To many skilled professional certifications are the key to improving their competency getting recognized; advancing their careers as their gain experience and grow into a new role; finally become experts.

However, if one were to look at the above there are four keywords as below

  • Skill : the ability to do something that comes from training, experience, or practice
  • Competency : possession of sufficient knowledge or skill
  • Experience : skill or knowledge that you get by doing something
  • Expert : one with the special skill or knowledge representing mastery of a particular subject

Many a time we relate knowledge on-the-job to experience and discount the other aspects. However, it is important to realize that executing a job over a period does not necessarily qualify you as an expert.

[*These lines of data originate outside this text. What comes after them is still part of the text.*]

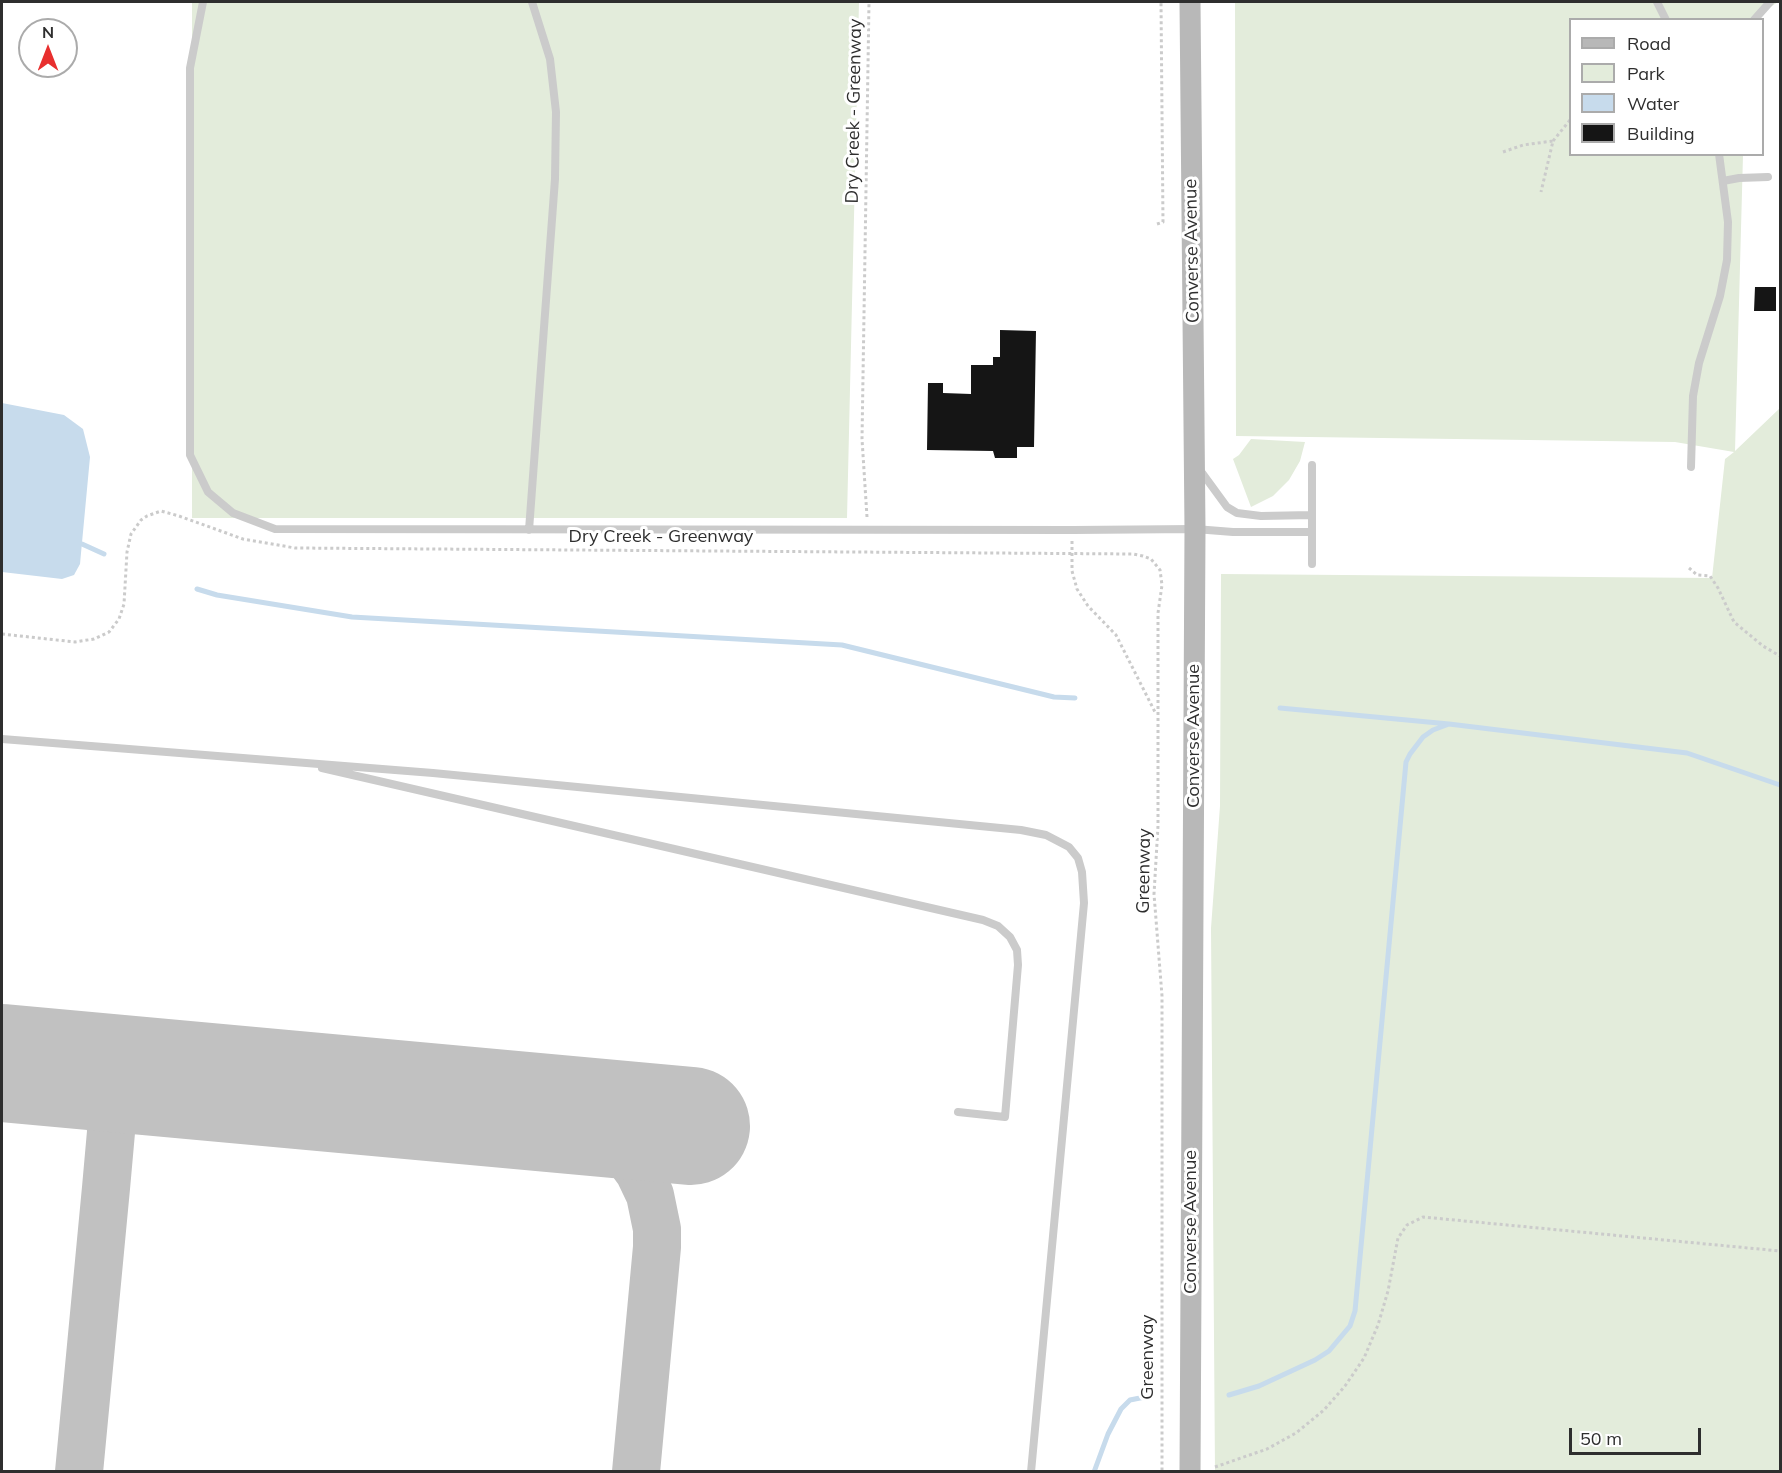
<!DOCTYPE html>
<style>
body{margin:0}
#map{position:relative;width:1782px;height:1473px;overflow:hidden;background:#fff;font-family:Mulish,sans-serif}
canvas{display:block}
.frame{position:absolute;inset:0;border:3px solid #2e2e2e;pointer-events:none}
.legend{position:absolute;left:1569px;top:18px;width:195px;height:138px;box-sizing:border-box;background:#fff;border:2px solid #ababab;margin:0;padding:8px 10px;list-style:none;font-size:18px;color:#2e2e2e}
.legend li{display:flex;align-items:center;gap:12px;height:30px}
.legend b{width:30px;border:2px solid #ababab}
.north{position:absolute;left:18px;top:18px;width:60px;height:60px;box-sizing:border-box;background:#fff;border:2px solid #ababab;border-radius:50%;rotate:0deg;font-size:16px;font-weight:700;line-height:24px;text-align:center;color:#2e2e2e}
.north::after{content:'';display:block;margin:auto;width:21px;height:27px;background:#e82f2e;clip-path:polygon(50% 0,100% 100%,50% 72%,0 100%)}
.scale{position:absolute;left:1569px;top:1428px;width:132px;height:27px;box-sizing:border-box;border:3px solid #2e2e2e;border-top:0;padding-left:8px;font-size:18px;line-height:21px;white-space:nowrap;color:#2e2e2e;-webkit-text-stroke:4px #fff;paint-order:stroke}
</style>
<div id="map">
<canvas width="1782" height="1473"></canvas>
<div class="frame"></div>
<ul class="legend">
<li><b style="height:8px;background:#b8b8b8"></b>Road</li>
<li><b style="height:16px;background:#e3ecdb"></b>Park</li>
<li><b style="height:16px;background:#c7dbec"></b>Water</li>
<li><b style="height:16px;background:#151515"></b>Building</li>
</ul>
<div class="north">N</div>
<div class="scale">50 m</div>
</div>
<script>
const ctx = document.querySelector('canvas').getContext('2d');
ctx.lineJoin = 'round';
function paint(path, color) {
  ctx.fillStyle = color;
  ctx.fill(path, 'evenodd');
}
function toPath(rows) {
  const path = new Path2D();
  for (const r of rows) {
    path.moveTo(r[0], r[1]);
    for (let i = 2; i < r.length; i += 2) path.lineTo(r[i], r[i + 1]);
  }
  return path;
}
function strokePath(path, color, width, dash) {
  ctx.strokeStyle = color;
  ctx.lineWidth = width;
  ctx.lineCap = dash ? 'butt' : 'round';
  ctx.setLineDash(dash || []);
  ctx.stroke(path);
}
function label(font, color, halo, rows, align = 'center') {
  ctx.font = font + ' Mulish,sans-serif';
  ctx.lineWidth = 6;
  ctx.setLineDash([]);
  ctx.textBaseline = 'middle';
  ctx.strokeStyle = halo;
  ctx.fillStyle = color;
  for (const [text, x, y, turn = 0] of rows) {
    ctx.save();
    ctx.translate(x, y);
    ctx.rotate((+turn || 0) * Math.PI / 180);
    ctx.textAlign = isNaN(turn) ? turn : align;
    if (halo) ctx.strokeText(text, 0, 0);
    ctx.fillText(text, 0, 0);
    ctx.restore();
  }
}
const green = toPath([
 [192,2,859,2,847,518,192,518],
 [1235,2,1778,2,1752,19,1570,20,1570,154,1743,155,1735,451,1780,408,1780,1471,1215,1472,1211,928,1220,806,1221,574,1712,578,1725,459,1734,452,1675,442,1236,436],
 [1251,439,1305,442,1300,461,1289,480,1273,496,1251,507,1233,459,1239,455]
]);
const water = toPath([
 [2,403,64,415,83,429,90,457,80,564,74,575,62,579,2,572]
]);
const stream = toPath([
 [82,544,104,554],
 [197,589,217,595,352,617,842,645,1054,697,1075,698],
 [1280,708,1449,724,1687,753,1780,785],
 [1229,1395,1259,1386,1315,1360,1329,1351,1350,1326,1355,1311,1406,762,1410,754,1423,737,1433,730,1449,724],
 [1094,1472,1108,1434,1121,1409,1130,1400,1150,1396]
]);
const taxiway = toPath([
 [54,1067,88,1076,100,1086,107,1098,110,1112,111,1132,106,1188,79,1472],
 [526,1111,577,1123,601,1135,622,1151,631,1161,639,1172,650,1195,657,1229,657,1247,636,1472]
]);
const runway = toPath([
 [2,1063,691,1126]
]);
const building = toPath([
 [1755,287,1776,287,1776,311,1754,311],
 [1000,330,1036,331,1034,447,1017,447,1017,458,995,458,993,451,927,450,928,383,943,383,943,393,971,394,971,365,993,365,993,357,1000,357]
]);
const path = toPath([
 [1553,141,1570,120],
 [1503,152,1523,145,1553,141,1541,192],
 [1157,224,1163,222,1161,2],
 [867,517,862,439,869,2],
 [1072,541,1072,571,1077,589,1088,606,1116,635,1156,714],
 [1689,568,1697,575,1710,576,1718,588,1734,622,1763,646,1780,656],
 [2,634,75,642,94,639,109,632,119,619,124,604,127,552,131,534,141,520,147,516,161,511,179,516,243,539,295,548,1133,554,1143,556,1151,559,1160,570,1162,585,1158,613,1158,826,1154,894,1162,996,1162,1472],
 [1215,1467,1267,1449,1296,1433,1324,1410,1345,1386,1364,1358,1378,1325,1388,1291,1398,1238,1407,1225,1423,1217,1780,1251]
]);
const lane = toPath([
 [203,2,190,68,190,455,208,492,233,513,275,529,1073,530,1195,529,1233,532,1312,532],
 [1657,2,1666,20],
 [1754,20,1770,2],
 [1723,181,1739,178,1768,177],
 [1312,465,1312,564],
 [1691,467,1693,396,1699,363,1720,296,1727,260,1728,222,1719,154],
 [1200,470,1227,507,1237,513,1261,516,1312,515],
 [529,530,555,179,556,112,550,59,532,2],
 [2,739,433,773,1021,830,1046,835,1069,847,1078,858,1082,872,1084,903,1031,1472],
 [322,768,983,920,998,926,1010,937,1017,950,1018,965,1005,1117,958,1112]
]);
const secondary = toPath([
 [1190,2,1195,529,1190,1472]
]);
const streetNames = [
 ["Dry Creek - Greenway",854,111,-89],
 ["Converse Avenue",1192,251,-91],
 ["Dry Creek - Greenway",661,537],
 ["Converse Avenue",1194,736,-90],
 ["Greenway",1144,871,-89],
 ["Converse Avenue",1191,1222,-90],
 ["Greenway",1148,1357,-90]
];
paint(green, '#e3ecdb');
paint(water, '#c7dbec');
strokePath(stream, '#c7dbec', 5);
strokePath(taxiway, '#c1c1c1', 48);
strokePath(runway, '#c1c1c1', 118);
paint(building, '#151515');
strokePath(path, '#cbcbcb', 3, [3, 3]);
strokePath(lane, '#cbcbcb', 8);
strokePath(secondary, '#b8b8b8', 21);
label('18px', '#2e2e2e', '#fff', streetNames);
</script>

So to become an expert how does one hone themselves; a simple technique is a 'cheat sheet' which is a written or graphic aid (as below) that can be referred to enable oneself to be effective in terms of developing your core-competencies, as they say practice makes a man perfect. The below depicts some 'Must-Do Tips' that can help you grow in your credibility.


 

 

Over a period, you would start perfecting some of these techniques and that is where you start advancing in your own understanding and investing in more self-learning; training on-the-job and mentoring to name a few. The folly that most of us make as we advance in building our own core competencies on our subject, we fail to combine the below:

  • declarative knowledge refers to facts or information stored in the memory
  • procedural knowledge refers to the knowledge of how to perform a specific skill or task

If you now go back to the first para and you reflect on competencies to advancing oneself, you now understand that it is a particular set of core competencies that make oneself recognized and credible as an expert for a particular role.

Summary : Every professional field has their own competency-based framework that is based on combination of procedural knowledge and declarative knowledge. It is important we develop a 'cheat sheet' and monitor how we are progressing to build our core competencies that help us advance as professionals and gain credibility known for our expertise contrary to just our experience over the years as skilled professionals.